Treatment of melanoma makes headway

An educational session held yesterday, which focused on the the diagnosis and management of advanced melanoma, revealed the extraordinary progress made in the past few years.

Professor Boris Bastian from the University of California San Francisco (UCSF), California, USA, provided an overview of the latest insights into melanoma patho-biology. Melanoma gene discovery, he said, has occurred in ‘an era of massive parallel sequencing’, with over eight genotype phenotypes now identified in primary melanomas.

The susceptibility hypothesis holds that BRAF dependent melanomas develop in younger patients, whereas independent mutations develop in older patients. However, other significant mutations have now been identified, including NRAS, TP53, PTEN, PPP6C, CDKN2A, MAP2KI, SNX31, STK19, RAC1 and TACCC1.

“Melanomas are a genetically and phenotypically diverse group of biologically distinct entities. Integrating molecular and phenotypic features would lead to an improved, more clinically relevant taxomy,” said Professor Bastian.

Professor Reinhard Dummer, from the University of Zurich, Switzerland, informed delegates that for over 30 years, the standard of care for patients with advanced melanoma has been single-agent dacarbazine (DTIC) which in trials has displayed response rates of 7 15%. But the discovery of BRAF mutations in 66% of melanomas has resulted in the development of BRAF inhibitors, with vemurafenib leading the way. The Phase 3 trial showed that vemurafenib was associated with a 63% reduction in the risk of death compared to DTIC.

Professor Dirk Schadendorf from the University Hospital Essen, Germany, explored the new approach to immunotherapy. Melanoma immunotherapy, he said, has a ceiling response in the order of 10 – 20% of patients.

“While responses can take time, once there is a response it tends to be durable and some patients are seemingly cured,” said Professor Schadendorf. Clinical features associated with increased response rates include skin, in-transit and nodal metastasis, low levels of low-density lipoprotein (LDL), and pre-existing or induced autoimmune phenomenon.

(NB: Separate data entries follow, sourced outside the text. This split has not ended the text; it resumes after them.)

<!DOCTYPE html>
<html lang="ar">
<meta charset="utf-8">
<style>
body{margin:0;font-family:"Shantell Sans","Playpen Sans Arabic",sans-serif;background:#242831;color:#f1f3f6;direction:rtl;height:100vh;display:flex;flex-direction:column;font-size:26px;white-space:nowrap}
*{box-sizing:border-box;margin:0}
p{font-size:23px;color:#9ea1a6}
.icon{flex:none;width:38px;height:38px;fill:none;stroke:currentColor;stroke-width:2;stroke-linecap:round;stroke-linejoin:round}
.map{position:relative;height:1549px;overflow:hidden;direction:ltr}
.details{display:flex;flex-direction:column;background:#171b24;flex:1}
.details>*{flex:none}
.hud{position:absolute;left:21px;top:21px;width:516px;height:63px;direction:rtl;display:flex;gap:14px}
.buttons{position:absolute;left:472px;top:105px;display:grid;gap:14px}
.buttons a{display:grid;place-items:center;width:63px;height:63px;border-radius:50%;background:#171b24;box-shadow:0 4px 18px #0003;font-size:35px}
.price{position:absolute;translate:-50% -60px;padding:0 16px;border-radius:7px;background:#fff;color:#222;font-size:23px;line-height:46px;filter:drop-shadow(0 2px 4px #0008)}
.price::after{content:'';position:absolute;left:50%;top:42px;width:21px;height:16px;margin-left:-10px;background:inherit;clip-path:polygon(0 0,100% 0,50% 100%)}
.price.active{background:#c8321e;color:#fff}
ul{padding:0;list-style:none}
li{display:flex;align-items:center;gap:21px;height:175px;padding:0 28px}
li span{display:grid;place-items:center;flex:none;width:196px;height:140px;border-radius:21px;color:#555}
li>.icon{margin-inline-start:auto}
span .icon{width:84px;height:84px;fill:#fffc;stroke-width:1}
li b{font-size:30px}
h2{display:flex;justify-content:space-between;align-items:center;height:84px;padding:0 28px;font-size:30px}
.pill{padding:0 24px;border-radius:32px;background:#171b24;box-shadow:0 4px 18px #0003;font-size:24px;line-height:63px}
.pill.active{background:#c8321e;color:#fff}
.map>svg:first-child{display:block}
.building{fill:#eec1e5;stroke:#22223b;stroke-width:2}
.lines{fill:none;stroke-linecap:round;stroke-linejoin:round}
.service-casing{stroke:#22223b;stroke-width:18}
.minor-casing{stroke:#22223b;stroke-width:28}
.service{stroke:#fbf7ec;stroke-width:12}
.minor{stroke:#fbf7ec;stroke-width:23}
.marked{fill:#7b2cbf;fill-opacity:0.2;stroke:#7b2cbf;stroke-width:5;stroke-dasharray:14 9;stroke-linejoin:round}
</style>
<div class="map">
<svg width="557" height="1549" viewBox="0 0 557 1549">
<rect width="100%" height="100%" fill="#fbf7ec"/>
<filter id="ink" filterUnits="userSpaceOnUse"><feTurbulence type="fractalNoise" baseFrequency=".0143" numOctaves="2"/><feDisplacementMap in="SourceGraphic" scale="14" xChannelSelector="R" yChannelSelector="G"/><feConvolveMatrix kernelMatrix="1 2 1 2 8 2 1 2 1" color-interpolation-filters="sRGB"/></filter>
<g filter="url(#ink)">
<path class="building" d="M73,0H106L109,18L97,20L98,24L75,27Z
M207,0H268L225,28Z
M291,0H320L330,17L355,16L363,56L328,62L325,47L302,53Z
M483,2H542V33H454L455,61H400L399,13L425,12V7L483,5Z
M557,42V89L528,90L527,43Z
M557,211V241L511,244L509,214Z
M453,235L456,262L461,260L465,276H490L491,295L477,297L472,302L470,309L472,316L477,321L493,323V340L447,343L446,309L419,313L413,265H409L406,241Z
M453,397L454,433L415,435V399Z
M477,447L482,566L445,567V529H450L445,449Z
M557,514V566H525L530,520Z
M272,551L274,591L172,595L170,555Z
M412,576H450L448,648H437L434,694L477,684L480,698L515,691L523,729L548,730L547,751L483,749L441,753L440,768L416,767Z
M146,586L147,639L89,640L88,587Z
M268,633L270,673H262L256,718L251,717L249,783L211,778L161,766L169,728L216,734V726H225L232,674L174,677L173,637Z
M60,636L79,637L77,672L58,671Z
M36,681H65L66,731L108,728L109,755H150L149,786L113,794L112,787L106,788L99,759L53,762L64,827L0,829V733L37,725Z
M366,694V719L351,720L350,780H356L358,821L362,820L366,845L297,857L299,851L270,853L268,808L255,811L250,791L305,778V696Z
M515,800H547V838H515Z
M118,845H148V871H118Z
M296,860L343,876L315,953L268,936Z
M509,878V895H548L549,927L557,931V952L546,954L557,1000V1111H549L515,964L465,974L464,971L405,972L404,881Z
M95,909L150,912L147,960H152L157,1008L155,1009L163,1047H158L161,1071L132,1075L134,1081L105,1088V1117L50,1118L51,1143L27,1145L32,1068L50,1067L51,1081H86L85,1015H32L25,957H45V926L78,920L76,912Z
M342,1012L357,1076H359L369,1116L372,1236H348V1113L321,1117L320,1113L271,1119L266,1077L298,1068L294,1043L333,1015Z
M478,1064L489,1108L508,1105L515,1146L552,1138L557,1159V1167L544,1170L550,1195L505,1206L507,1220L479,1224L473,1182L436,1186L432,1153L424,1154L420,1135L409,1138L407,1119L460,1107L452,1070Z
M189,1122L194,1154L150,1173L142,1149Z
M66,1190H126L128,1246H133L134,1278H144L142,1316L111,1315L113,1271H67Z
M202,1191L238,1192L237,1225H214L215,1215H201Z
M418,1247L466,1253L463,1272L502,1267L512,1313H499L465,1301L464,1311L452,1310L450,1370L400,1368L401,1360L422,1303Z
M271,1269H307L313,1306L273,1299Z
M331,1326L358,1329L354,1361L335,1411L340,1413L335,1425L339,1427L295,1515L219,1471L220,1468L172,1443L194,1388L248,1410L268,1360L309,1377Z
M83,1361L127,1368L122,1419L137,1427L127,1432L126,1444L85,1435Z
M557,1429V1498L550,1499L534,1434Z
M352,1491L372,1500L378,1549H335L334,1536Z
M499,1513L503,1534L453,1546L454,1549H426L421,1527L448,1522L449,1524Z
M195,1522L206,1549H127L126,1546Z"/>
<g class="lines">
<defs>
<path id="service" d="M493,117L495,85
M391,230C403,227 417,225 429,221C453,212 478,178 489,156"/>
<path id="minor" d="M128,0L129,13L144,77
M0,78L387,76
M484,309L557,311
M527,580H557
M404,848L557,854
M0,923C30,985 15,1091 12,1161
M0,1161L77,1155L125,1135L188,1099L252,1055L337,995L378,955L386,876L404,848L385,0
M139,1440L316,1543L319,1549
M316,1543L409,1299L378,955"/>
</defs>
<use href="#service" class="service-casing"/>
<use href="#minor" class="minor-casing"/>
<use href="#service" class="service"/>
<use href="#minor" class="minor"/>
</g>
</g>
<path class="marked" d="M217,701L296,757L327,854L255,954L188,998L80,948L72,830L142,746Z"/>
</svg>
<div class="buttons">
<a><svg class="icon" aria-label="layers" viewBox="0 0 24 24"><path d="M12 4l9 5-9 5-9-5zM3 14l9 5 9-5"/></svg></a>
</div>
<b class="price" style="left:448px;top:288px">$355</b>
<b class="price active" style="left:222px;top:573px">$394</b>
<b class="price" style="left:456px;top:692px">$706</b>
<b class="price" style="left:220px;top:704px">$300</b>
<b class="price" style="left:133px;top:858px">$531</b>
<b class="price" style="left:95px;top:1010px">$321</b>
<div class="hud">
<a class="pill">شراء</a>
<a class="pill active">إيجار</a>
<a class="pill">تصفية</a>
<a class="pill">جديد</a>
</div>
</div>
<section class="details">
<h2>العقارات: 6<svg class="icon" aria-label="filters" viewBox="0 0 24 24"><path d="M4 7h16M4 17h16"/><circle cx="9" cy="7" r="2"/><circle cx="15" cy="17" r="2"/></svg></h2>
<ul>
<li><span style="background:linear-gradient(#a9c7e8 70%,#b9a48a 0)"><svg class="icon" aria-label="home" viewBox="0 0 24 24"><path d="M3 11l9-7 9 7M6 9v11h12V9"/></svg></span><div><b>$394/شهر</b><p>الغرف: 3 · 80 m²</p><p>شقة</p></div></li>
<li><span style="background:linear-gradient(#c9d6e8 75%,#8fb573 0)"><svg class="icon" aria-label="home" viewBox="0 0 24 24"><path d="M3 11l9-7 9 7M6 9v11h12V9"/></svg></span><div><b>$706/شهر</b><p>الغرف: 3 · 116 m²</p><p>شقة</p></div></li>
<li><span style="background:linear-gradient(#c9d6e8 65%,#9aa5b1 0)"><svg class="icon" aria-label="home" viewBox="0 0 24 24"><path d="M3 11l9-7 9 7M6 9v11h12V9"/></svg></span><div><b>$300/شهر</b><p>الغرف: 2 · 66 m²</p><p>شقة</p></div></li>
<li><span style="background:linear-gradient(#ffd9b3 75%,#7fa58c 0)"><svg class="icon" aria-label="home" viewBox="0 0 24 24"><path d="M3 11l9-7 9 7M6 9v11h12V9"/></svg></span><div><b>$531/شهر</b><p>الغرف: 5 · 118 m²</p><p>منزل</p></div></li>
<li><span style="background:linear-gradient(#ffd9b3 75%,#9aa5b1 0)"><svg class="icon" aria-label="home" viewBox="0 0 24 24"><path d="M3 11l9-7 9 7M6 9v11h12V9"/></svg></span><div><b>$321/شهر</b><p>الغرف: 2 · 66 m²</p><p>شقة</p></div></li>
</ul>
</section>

Current immunological approaches include specific immunization and unspecific immunostimulation. Specific approaches have included vaccination of melanoma patients with peptide or tumour lysate- pulsed dendritic cells, while unspecific approaches include iplimumab.

Ipilimumab, he explained, is an antibody that activates the immune system to fight melanoma cells by inhibiting the cytotoxic T lymphocyte- associated antigen 4 (CTLA-4) molecule found on T cells.

Recent studies have shown that in patients with brain metastases, ipilimumab nearly doubled the one and two year survival rates and resulted in prolonged survival. Most strikingly, said Professor Schadendorf, 26% of patients were alive at two years.

In the future, biomarkers will need to be found that identify patients who have the potential to respond, he concluded.